Another important limitation of this study is related to the lack of application of correction for multiple comparisons during the analyses of node parameters. This is a challenging issue regarding graph theoretical analyses of neuroimaging data as the large number of ROIs, connections, graphical measures and binary thresholds may lead to an overly prohibitive corrected threshold with a very high likelihood of type II statistical errors. One way of overcoming this issue was the strategy applied in this study, which involved: first, evaluating whether the main results were compatible with the a priori hypothesis—namely, changes in medial temporal connectivity—and second, observing whether differences across groups were consistently observed across multiple binary fixed density thresholds (ie, the curves are consecutively distanced apart across multiple thresholds). If type II errors were responsible for most of the significant changes, one would expect significant changes randomly distributed across regions and thresholds. Therefore, the reproducibility of the results, which also match the a priori hypothesis, likely indicates its true biological meaning. In particular, the use of binary thresholds provides an indirect measurement of the effect size of the differences observed, and this may be more meaningful in studies employing graph theory than the standard FDR and Bonferroni comparisons used with voxel-base imaging studies. Further methodological studies could certainly be targeted to address this issue.

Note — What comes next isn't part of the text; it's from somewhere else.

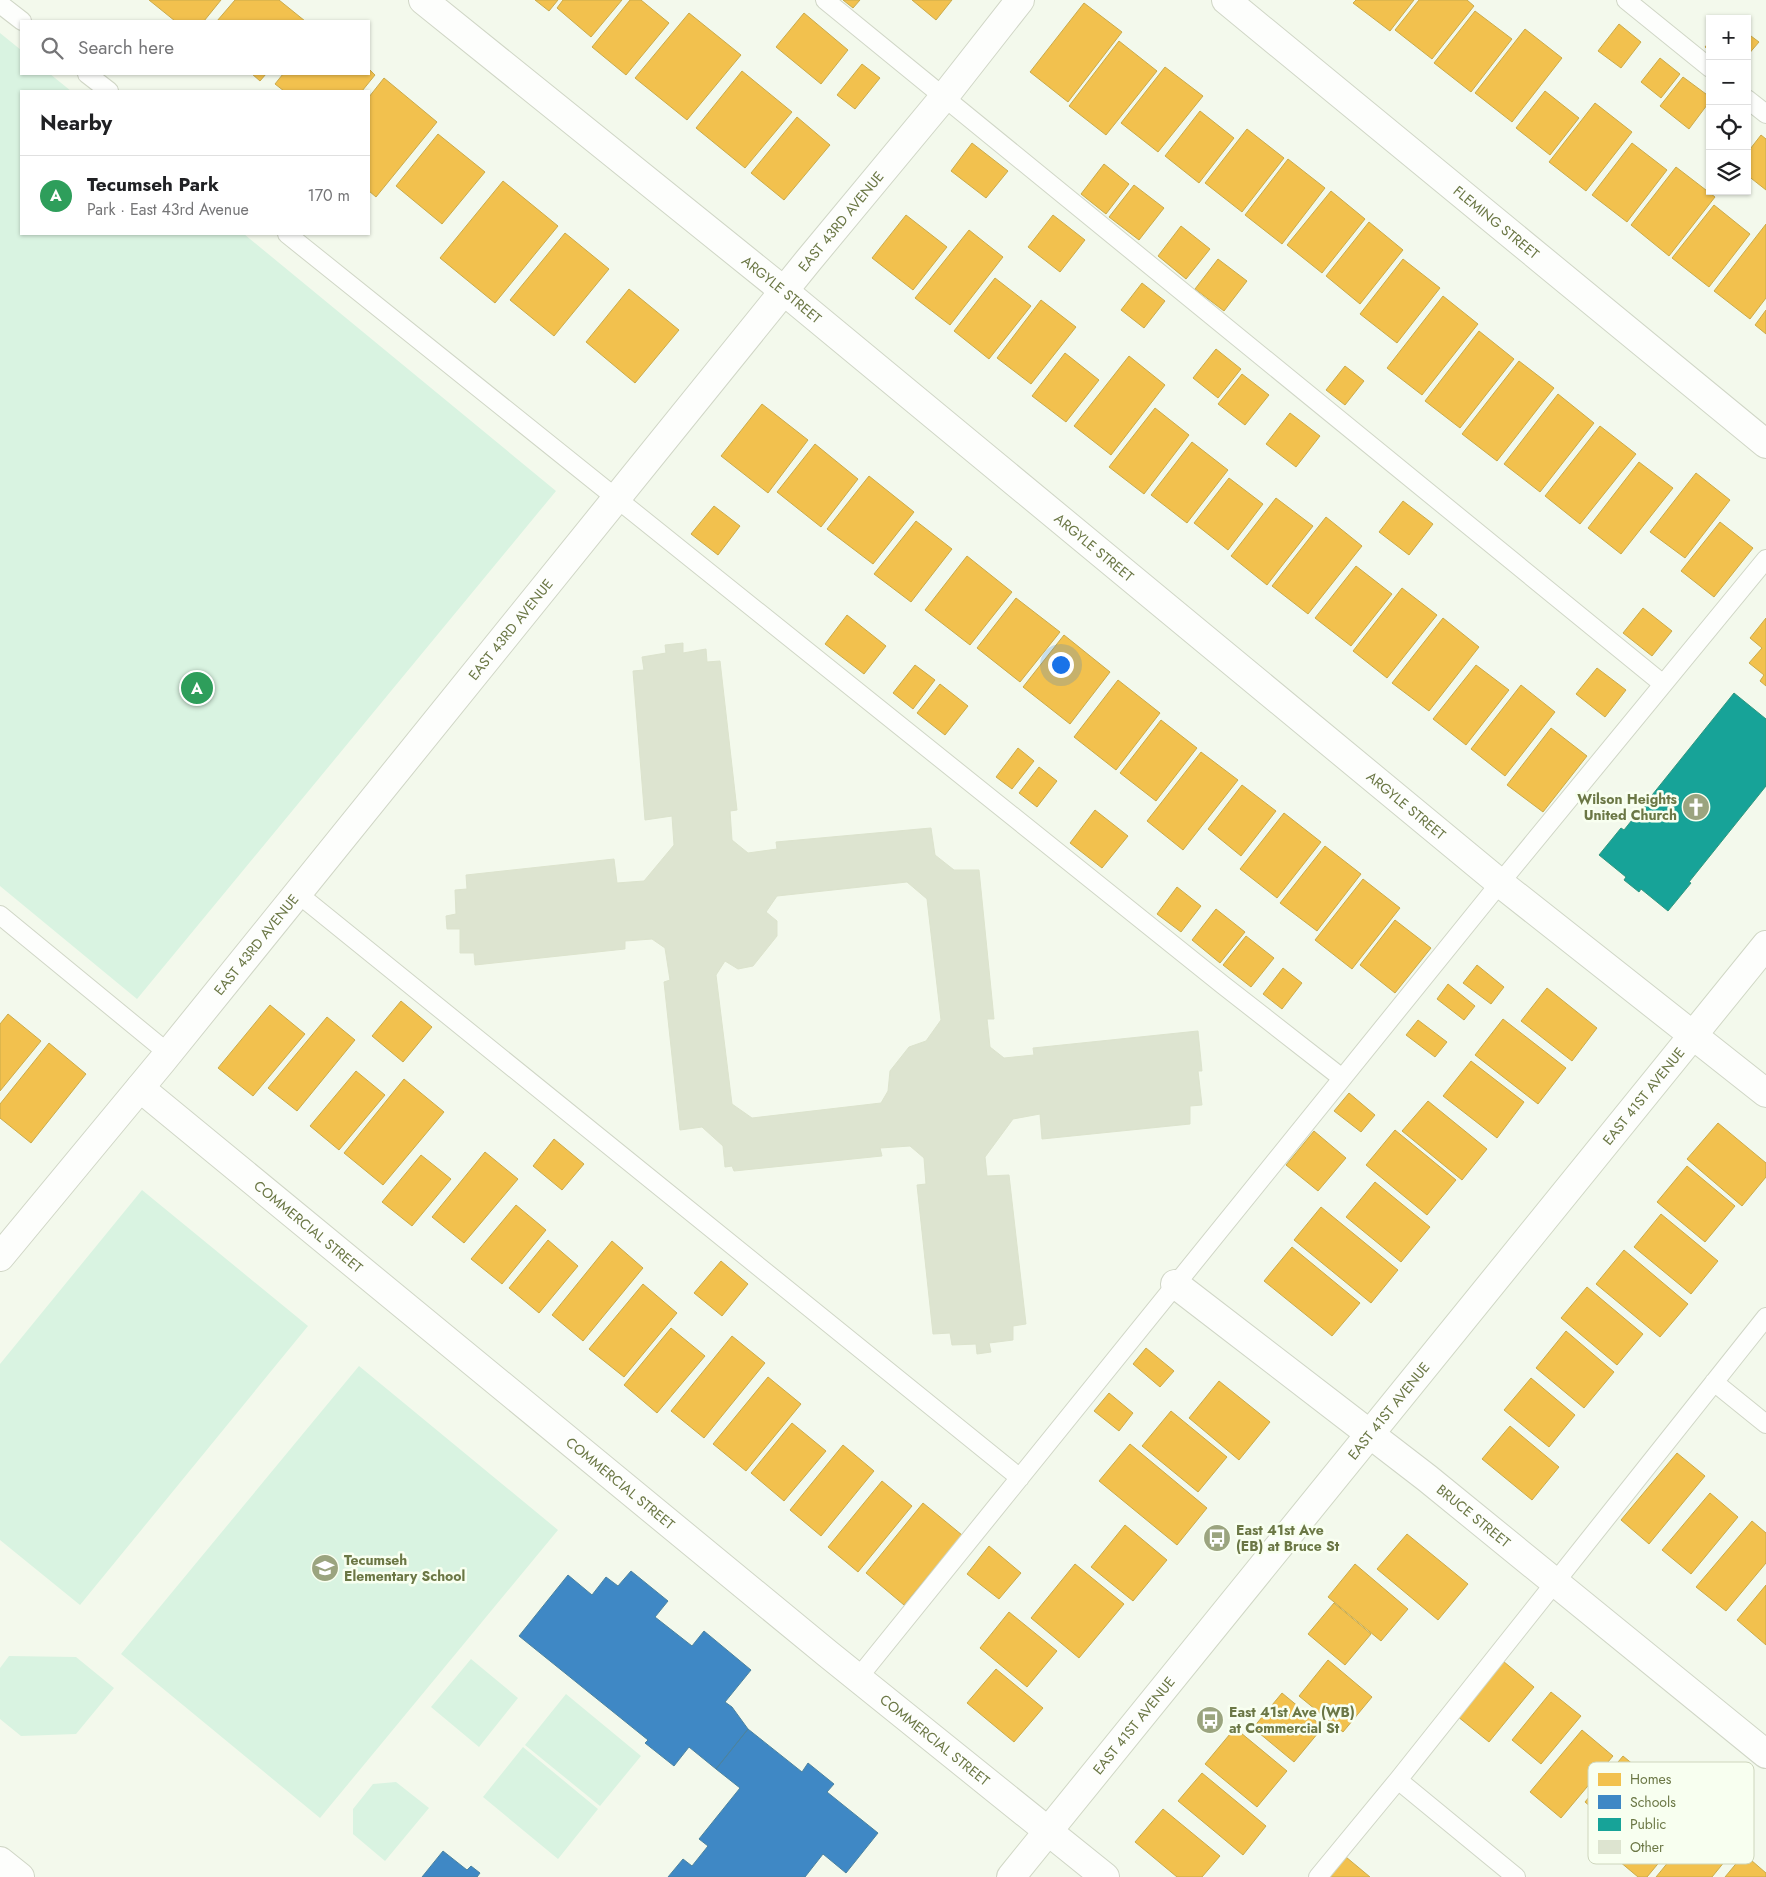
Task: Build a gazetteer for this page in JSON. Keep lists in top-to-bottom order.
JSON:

The observation that MTLE is associated with structural network reorganisation may have a profound impact in future disease quantification and tracking of disease progression. In this study, we observed a significant pattern of reduced connectivity between regions; however, the reduced connectivity was not as widespread as in previous studies employing conventional DTI measurements such as FA and MD.^{13 19} This is likely due to the fact that the present analyses were restricted to a limbic and paralimbic structures and not applied to the whole brain. In addition, the present sample size was more limited compared with other studies. The analyses performed in this study were driven by the hypothesis that network reorganisation may be related to the local influence of the medial temporal lobe; hence a more liberal threshold was employed, with an arbitrary lower statistical threshold. This approach is similar to previous studies evaluating the influence of suspected abnormal regions in MTLE when the testable hypothesis is driven by a biological premise.³⁰

The observation that components of the limbic network in epilepsy may exhibit a higher level of clustering, efficiency, degree and betweenness centrality may lead to the conjecture that these aberrant connections may represent hyperexcitable circuits that initiate and maintain seizures. Computational modelling of epilepsy suggests that hyperconnected hubs may play a considerable role in the pathophysiology of epilepsy.³³ Information from DTI alone may not enable the conclusive evidence towards excitability as excitatory and inhibitory fibres are indistinguishable. Nonetheless, modelling based on known properties of anatomical location and the combination of these findings from experimental data may enable in the future a direct quantification of the epileptic potential of subnetworks. Furthermore, the evaluation of ‘hub’ components of the network through their susceptibility to attack, or between centrality of weighted connections, may aid the evaluation of the epileptogenic potential of the network.

In conclusion, the analysis of graphical reorganisation of limbic networks in MTLE may be used as a biomarker for assessment of treatment response and disease severity. Network changes may become a promising additional form of disease quantification of MTLE and other forms of epilepsy.